If a line in the data contains "JSON", copy it out.

[Data listing Boundary: Start]

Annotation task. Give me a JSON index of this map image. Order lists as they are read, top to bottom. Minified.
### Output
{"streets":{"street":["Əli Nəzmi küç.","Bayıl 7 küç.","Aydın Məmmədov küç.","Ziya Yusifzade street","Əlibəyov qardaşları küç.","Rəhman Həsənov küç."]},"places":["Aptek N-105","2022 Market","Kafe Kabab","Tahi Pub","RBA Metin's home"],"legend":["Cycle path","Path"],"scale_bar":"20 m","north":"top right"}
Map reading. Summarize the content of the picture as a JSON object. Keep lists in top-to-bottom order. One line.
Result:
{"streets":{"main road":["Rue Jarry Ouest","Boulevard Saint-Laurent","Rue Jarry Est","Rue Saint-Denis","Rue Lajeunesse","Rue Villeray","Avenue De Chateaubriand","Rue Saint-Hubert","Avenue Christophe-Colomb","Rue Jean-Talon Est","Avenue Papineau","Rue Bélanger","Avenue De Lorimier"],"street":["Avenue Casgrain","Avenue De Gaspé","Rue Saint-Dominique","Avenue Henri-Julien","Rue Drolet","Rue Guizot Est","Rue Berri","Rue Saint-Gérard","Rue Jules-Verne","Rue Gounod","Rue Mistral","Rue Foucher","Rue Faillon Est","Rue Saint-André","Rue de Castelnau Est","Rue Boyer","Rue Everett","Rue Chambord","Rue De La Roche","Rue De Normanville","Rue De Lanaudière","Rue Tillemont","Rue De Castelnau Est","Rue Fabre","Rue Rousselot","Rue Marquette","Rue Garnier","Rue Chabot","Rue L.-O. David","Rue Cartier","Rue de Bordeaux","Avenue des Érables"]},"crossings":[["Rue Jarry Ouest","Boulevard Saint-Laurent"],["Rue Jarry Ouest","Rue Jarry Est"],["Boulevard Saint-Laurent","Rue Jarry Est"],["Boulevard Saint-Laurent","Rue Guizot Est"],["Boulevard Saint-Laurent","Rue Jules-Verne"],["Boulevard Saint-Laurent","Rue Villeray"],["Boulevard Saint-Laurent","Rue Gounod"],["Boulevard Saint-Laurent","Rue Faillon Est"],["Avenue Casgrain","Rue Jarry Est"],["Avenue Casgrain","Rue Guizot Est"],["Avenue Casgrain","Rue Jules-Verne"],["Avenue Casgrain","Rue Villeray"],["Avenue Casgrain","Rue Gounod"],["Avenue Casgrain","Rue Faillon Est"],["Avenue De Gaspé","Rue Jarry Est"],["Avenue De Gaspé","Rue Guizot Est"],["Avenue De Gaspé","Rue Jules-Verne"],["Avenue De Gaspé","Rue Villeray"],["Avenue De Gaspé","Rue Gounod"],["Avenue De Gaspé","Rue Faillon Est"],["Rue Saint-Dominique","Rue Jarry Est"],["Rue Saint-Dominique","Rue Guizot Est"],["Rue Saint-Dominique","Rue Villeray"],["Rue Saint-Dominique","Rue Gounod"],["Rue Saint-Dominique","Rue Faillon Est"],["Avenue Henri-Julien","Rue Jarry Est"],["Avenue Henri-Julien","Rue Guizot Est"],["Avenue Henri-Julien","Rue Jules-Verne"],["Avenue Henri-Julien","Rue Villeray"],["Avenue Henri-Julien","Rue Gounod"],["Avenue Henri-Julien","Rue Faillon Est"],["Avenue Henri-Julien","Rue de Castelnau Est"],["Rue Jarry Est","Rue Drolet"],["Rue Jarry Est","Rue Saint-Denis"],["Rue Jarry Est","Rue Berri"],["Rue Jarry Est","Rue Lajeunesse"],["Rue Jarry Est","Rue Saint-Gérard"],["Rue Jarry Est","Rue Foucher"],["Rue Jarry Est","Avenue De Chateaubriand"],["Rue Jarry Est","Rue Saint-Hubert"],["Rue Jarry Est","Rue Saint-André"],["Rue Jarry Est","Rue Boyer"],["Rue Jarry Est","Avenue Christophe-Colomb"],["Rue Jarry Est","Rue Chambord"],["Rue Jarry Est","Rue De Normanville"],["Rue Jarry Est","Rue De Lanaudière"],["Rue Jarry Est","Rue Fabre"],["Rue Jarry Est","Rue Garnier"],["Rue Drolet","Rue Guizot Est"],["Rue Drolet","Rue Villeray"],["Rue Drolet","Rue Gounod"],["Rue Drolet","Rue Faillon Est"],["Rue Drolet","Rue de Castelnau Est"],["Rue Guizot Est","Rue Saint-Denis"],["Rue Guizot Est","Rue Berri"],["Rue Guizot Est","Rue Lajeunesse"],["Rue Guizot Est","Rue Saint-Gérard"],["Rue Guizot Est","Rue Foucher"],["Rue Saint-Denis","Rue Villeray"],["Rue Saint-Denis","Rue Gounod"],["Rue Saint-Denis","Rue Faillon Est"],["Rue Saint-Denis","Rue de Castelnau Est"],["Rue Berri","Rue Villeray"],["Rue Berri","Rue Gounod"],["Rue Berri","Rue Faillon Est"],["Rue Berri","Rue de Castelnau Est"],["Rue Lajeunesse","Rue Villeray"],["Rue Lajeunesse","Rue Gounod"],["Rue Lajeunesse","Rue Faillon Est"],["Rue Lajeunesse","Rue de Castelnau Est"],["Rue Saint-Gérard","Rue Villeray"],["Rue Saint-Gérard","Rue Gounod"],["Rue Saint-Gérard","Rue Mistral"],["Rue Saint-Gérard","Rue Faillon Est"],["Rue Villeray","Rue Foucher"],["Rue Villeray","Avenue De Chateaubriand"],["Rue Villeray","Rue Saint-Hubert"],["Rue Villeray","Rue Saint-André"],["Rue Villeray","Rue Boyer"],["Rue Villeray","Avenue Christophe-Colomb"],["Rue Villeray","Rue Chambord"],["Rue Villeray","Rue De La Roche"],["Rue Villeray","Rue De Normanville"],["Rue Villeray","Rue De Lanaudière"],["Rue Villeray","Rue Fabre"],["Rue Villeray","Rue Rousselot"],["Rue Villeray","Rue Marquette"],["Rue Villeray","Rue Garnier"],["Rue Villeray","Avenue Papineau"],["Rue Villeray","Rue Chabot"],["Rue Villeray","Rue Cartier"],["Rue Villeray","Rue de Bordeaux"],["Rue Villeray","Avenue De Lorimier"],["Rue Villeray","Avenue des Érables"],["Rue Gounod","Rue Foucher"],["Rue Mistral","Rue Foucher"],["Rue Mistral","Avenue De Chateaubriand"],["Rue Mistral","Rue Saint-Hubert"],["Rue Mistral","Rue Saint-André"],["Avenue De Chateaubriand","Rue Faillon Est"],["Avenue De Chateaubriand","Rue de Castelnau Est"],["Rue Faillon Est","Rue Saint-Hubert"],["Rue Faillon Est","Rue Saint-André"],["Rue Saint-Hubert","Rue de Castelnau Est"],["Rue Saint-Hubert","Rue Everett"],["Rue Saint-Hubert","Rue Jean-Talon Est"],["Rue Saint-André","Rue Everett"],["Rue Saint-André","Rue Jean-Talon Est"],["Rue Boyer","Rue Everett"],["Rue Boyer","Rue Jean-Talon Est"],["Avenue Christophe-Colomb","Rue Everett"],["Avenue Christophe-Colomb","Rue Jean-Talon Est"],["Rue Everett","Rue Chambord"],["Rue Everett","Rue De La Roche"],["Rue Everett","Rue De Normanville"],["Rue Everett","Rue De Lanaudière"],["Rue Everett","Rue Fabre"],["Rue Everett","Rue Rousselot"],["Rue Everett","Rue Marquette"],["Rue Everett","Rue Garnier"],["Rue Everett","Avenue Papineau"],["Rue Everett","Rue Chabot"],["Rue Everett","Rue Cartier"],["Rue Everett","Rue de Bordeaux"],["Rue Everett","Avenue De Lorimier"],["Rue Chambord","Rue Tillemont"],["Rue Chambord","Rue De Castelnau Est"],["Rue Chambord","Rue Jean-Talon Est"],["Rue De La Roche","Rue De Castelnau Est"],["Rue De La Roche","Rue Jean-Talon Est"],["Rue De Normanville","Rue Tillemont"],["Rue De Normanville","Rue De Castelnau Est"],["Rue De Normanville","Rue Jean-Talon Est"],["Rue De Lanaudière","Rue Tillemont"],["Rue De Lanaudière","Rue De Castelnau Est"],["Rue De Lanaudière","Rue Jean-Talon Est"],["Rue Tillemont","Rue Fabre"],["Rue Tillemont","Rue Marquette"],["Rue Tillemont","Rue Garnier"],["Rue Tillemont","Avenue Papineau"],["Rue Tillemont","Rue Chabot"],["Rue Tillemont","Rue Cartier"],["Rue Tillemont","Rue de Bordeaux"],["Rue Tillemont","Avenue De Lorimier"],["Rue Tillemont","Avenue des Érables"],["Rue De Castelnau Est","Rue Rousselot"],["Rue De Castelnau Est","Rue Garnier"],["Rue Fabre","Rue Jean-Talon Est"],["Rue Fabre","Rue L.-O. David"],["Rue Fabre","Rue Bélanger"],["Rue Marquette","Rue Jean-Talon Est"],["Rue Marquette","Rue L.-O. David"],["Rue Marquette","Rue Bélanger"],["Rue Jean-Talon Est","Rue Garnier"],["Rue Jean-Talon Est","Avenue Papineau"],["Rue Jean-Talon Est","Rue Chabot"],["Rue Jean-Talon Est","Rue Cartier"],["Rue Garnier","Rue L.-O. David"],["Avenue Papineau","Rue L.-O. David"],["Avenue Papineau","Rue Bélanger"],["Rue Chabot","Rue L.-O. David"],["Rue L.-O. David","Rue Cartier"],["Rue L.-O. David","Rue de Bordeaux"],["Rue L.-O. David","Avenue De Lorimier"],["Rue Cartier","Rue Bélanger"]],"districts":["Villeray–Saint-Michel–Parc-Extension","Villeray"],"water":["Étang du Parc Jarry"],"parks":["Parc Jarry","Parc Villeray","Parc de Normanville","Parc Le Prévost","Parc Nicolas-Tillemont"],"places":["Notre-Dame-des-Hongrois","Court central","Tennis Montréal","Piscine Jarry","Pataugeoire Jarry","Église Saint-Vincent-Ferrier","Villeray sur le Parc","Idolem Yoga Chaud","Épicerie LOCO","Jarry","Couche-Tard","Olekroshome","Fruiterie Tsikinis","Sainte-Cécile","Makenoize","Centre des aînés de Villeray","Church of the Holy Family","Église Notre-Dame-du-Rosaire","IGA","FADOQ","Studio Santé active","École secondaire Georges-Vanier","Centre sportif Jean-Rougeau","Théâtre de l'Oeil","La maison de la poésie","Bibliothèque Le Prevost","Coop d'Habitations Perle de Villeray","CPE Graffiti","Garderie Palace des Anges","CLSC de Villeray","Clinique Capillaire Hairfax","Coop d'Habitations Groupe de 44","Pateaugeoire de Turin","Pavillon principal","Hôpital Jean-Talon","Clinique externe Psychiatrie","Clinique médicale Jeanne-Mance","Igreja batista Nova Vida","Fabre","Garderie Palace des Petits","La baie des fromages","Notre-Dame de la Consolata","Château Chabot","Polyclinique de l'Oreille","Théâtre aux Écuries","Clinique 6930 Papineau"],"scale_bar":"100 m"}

[Data listing Boundary: End]

_Solved exercise_
Annotation task. Give me a JSON index of this map image. Order lists as they are read, top to bottom. Minified.
Map reading. Summarize the content of the picture as a JSON object. Keep lists in top-to-bottom order. One line.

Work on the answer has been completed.